LmRob in sklearn pipelines

pylmrob.LmRob is an sklearn-shaped estimator. It implements fit, predict, score, get_params, set_params, and follows the sklearn regressor contract for score (returns OLS R² on the test set, so cross_val_score and GridSearchCV work as written).

This page shows three patterns that come up in practice.

1. Drop-in inside a Pipeline

LmRob doesn’t centre or standardise the design (just like LinearRegression), so pairing it with a StandardScaler or PolynomialFeatures is a natural fit:

import numpy as np
from sklearn.pipeline import Pipeline
from sklearn.preprocessing import StandardScaler
from pylmrob import LmRob, Control

rng = np.random.default_rng(0)
n_train, n_test = 300, 200
X_train = rng.standard_normal((n_train, 5))
true_beta = np.array([1.0, -0.5, 2.0, 0.0, 0.3])
y_train = X_train @ true_beta + 0.2 * rng.standard_normal(n_train)
y_train[:30] += 30  # contaminate 10% of the training rows

# Clean held-out test set — no contamination.
X_test = rng.standard_normal((n_test, 5))
y_test = X_test @ true_beta + 0.2 * rng.standard_normal(n_test)

pipe = Pipeline([
    ("scale", StandardScaler()),
    ("lmrob", LmRob(control=Control(nResample=500))),
])
pipe.fit(X_train, y_train, lmrob__seed=42)
print(f"OLS R² on clean test: {pipe.score(X_test, y_test):.3f}")

The lmrob__seed=42 kwarg propagates via sklearn’s double-underscore step-parameter convention. LmRob.fit accepts seed and forwards it to lmrob().

Comparing against LinearRegression on the same data:

from sklearn.linear_model import LinearRegression
ols = LinearRegression().fit(X_train, y_train)
print(f"OLS test R²: {ols.score(X_test, y_test):.3f}")

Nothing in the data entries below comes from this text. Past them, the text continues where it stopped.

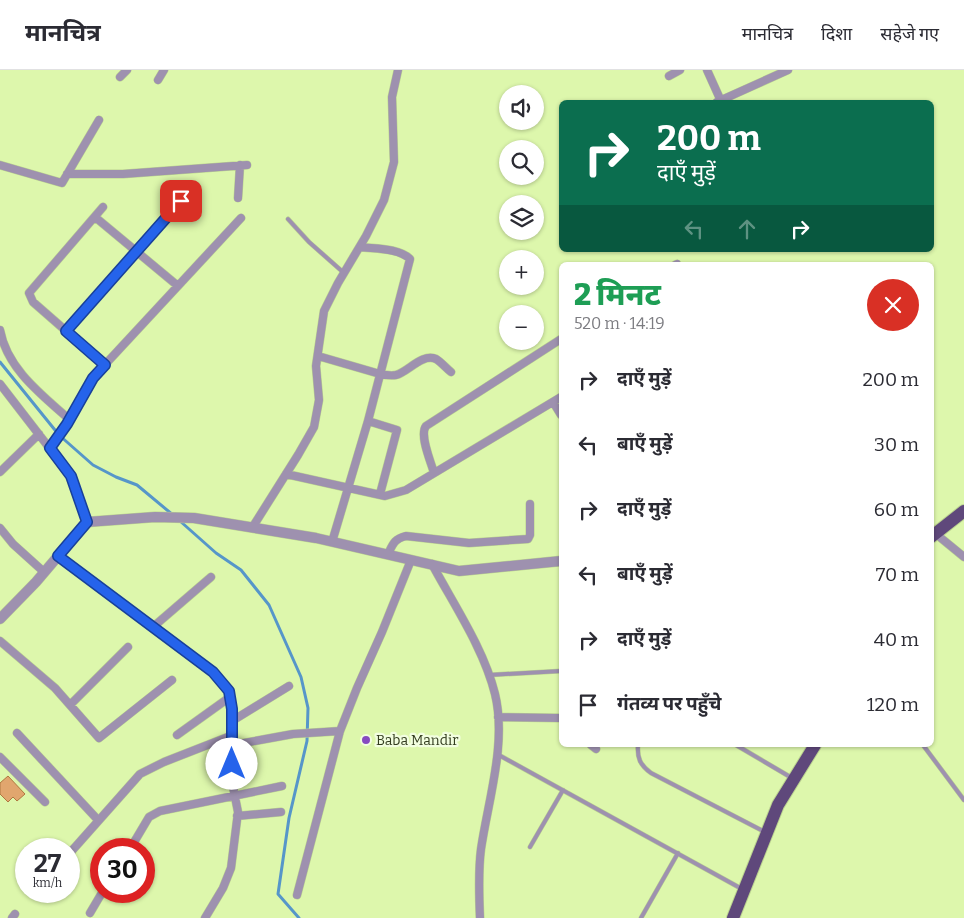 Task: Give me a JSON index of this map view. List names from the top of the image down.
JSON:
{
  "places": ["Baba Mandir"],
  "page": {
    "header": "मानचित्र",
    "nav": ["मानचित्र", "दिशा", "सहेजे गए"],
    "map_buttons": ["+", "−"],
    "turn": ["200 m", "दाएँ मुड़ें"],
    "heading": ["2 मिनट", "520 m · 14:19"],
    "list": [
      {
        "name": "दाएँ मुड़ें",
        "value": "200 m"
      },
      {
        "name": "बाएँ मुड़ें",
        "value": "30 m"
      },
      {
        "name": "दाएँ मुड़ें",
        "value": "60 m"
      },
      {
        "name": "बाएँ मुड़ें",
        "value": "70 m"
      },
      {
        "name": "दाएँ मुड़ें",
        "value": "40 m"
      },
      {
        "name": "गंतव्य पर पहुँचे",
        "value": "120 m"
      }
    ],
    "speed": "27 km/h",
    "limit": "30"
  }
} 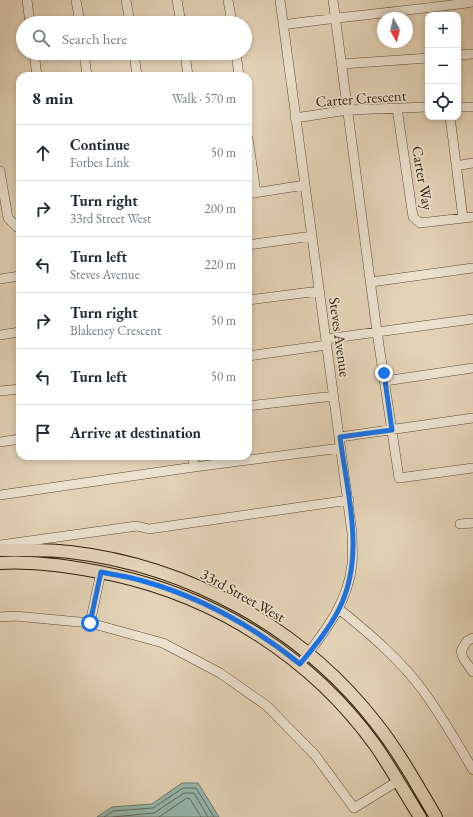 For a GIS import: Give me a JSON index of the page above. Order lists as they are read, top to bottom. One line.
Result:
{"streets":{"main road":["33rd Street West"],"street":["Carter Crescent","Carter Way","Steves Avenue"]},"crossings":[["Carter Crescent","Carter Way"],["Carter Crescent","Steves Avenue"],["Steves Avenue","33rd Street West"]],"north":"bottom","page":{"map_buttons":["+","−"],"search":"Search here","heading":["8 min","Walk · 570 m"],"list":[["Continue","Forbes Link","50 m"],["Turn right","33rd Street West","200 m"],["Turn left","Steves Avenue","220 m"],["Turn right","Blakeney Crescent","50 m"],["Turn left","50 m"],"Arrive at destination"]}} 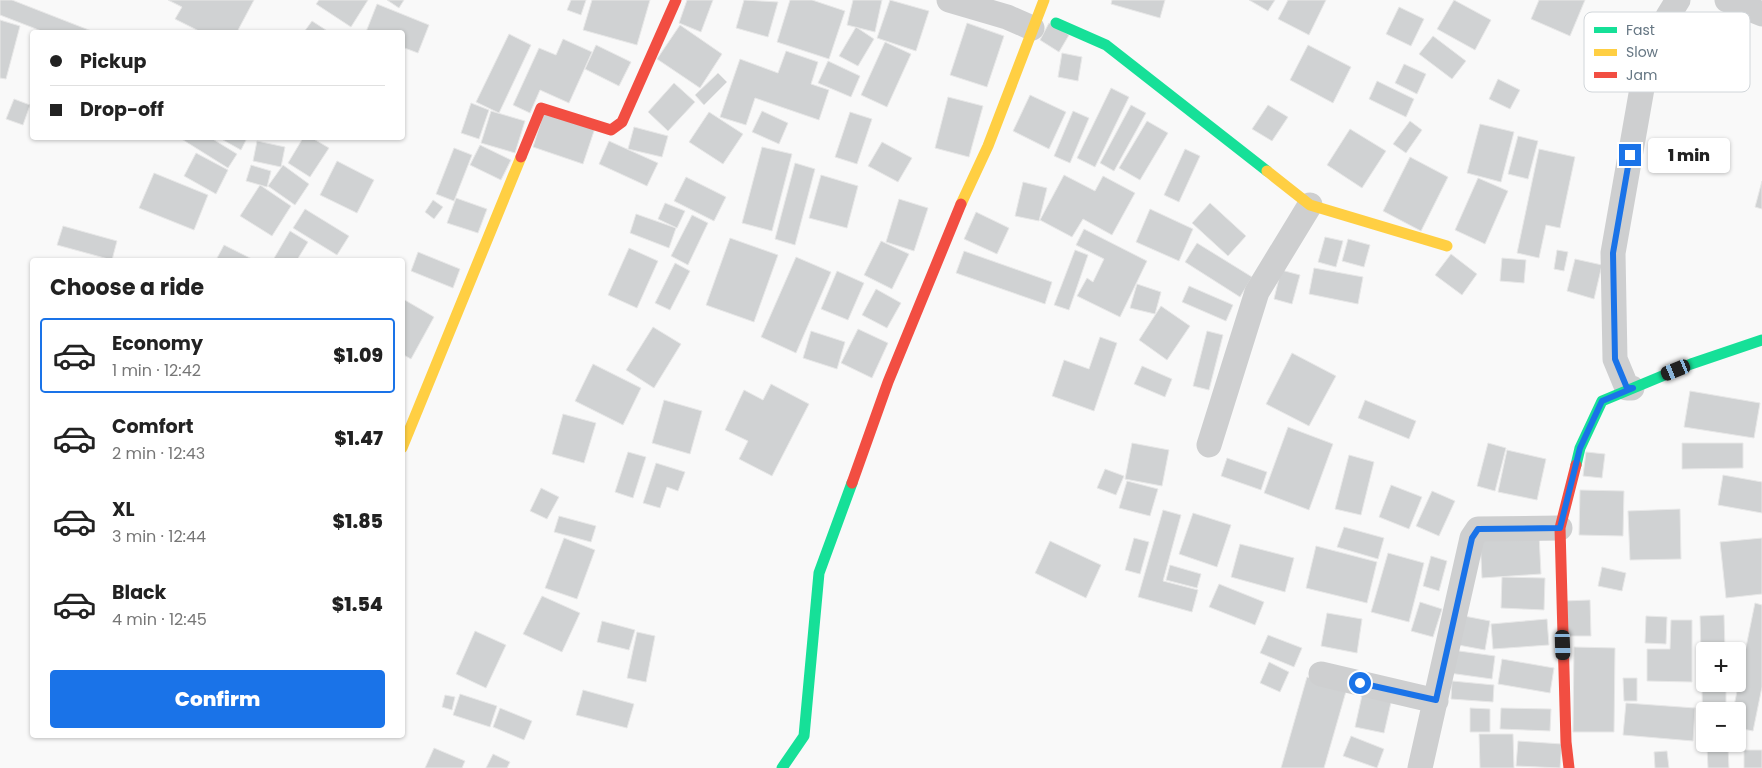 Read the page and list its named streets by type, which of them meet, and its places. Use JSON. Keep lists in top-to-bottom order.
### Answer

Output (deterministic with the seeds above):

LmRob test R²: 0.991
OLS test R²:   -1.115

The OLS fit chases the 30 contaminated training rows; its coefficients are nowhere near the true [1, -0.5, 2, 0, 0.3], so predictions on clean test data are worse than the constant-mean predictor. lmrob downweights the outliers and recovers the underlying linear model.

Inspecting the fitted estimator:

fit = pipe.named_steps["lmrob"].result_
print(fit.coef_)        # coefficients on the standardised design
print(fit.scale_)

coef_ is on the standardised scale (because StandardScaler ran first). To recover the original-scale coefficients, undo the scaling with pipe["scale"].scale_.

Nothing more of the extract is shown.